Виноградов не прерывая речи, распечатал следующую бутылку.
– А люди… Бери там любого конюха, снимай о нем кино, только достоверно снимай, правдиво, жизненно – это шедевр получится. И вези на любой фестиваль, без приза не вернешься. Целый пласт народных характеров. Целина нетронутая. Вот у меня руки дойдут – возьмусь. За этих людей даже диалоги придумывать не надо, бери все, как есть, срисовывай. Не надо мучиться, сидеть из пальца все высасывать.
– Ты бы и срисовал, – посоветовал Леднев. – Чего две недели без дела сидел? Взял и срисовал. Я думал, ты с готовым сценарием вернешься, – пошутил Леднев.
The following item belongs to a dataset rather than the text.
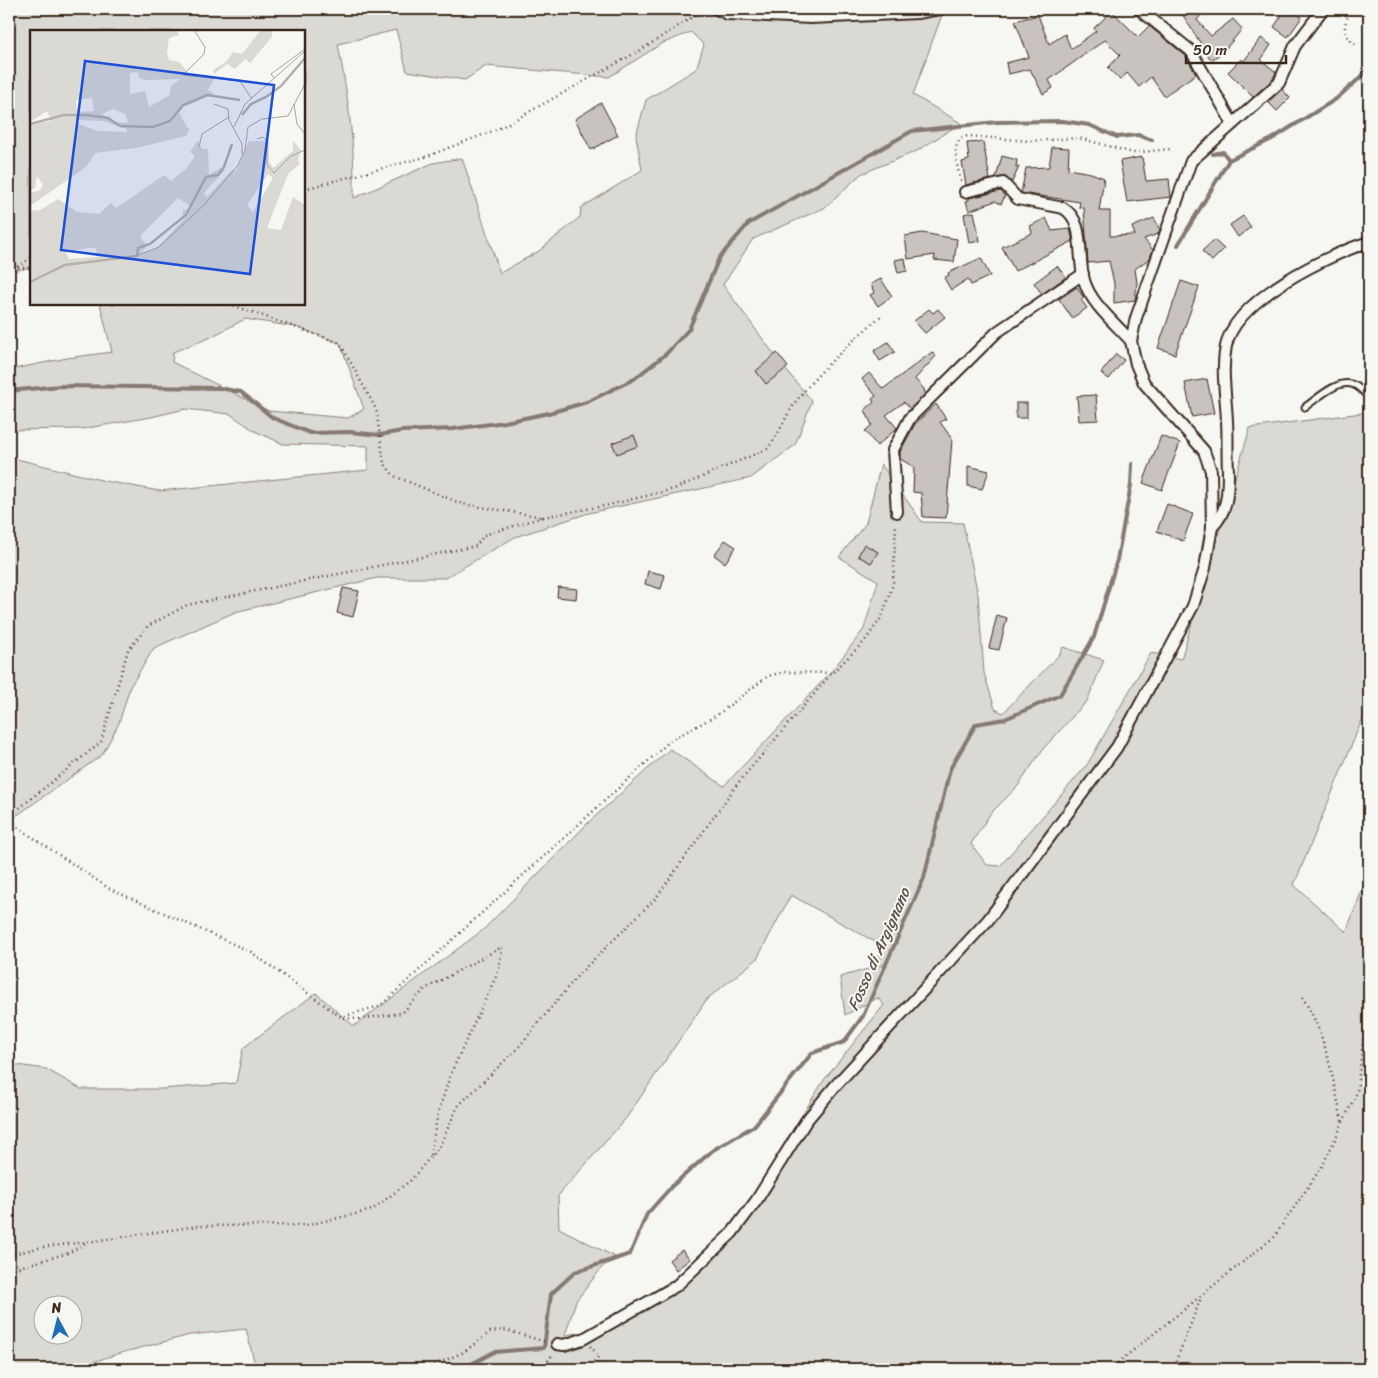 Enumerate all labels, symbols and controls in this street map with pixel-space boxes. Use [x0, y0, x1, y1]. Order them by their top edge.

– Все здесь, в душе, – Виноградов похлопал себя ладонью по груди. – Слушай сюда, познакомился там с одним мужичком. Он по профессии быковод. Знаешь, кто такие быководы? Это люди самой опасной, самой отчаянной профессии на земле. Нос у быка самое болезненное, самое чуткое место. Этот нос ему насквозь протыкают ещё во младенчестве стальным кольцом. Быковод цепляет это кольцо такой палочкой с крючочком и ведет себе быка, куда требуется. В случае чего, сорвись бык с крючка, человеку защититься нечем, только палочка одна эта в руках, если животное в ярости. У этого мужичка-быковода уже ни одного целого ребра не осталось, почти все переломаны. Он говорит, сколько себя помнит, все быководом трудится, с мальства. Вот смотрю, как он работает – это же живой символ величия человека. Маленький такой мужичок, прихрамывает, а ведет за собой огромного свирепого быка – тонну одних мышц.
– Все это уже было, – сказал Леднев, усмехнувшись. Величие человеческого духа, ума и так далее. Даже в кинохронике использовали.
Минуту Виноградов сосредоточенно молчал, смотрел в окно и глотал из горлышка пиво.
– Все-таки не хватает тебе глубокого взгляда настоящего художника, – сказал Виноградов. – Не руби с плеча, присмотрись и увидь. Маленький человек ведет за собой на крючке огромного сердитого быка. Что есть этот бык? Может, наша родина, Россия. В таком случае, куда её ведут? Может быть, на сытные пастбища. А может быть, на кровавую бойню. Кто ответит на этот вопрос? Только этот маленький человек. Но он хранит молчание. Бык упирается, ему не хочется идти вперед, не зная дороги, но огромное сильное животное все во власти этого человека, его тайных мыслей. Вот это символ. Вот это образ. Не для средних умов, а? – Виноградов поднял кверху указательный палец.
– Наверное, выпили вы с этим быководом по литру, вот тебе и стали символы и образы за каждым кустом мерещиться, – Леднев улыбнулся. – И судьбу России в образе животного сто раз рисовали.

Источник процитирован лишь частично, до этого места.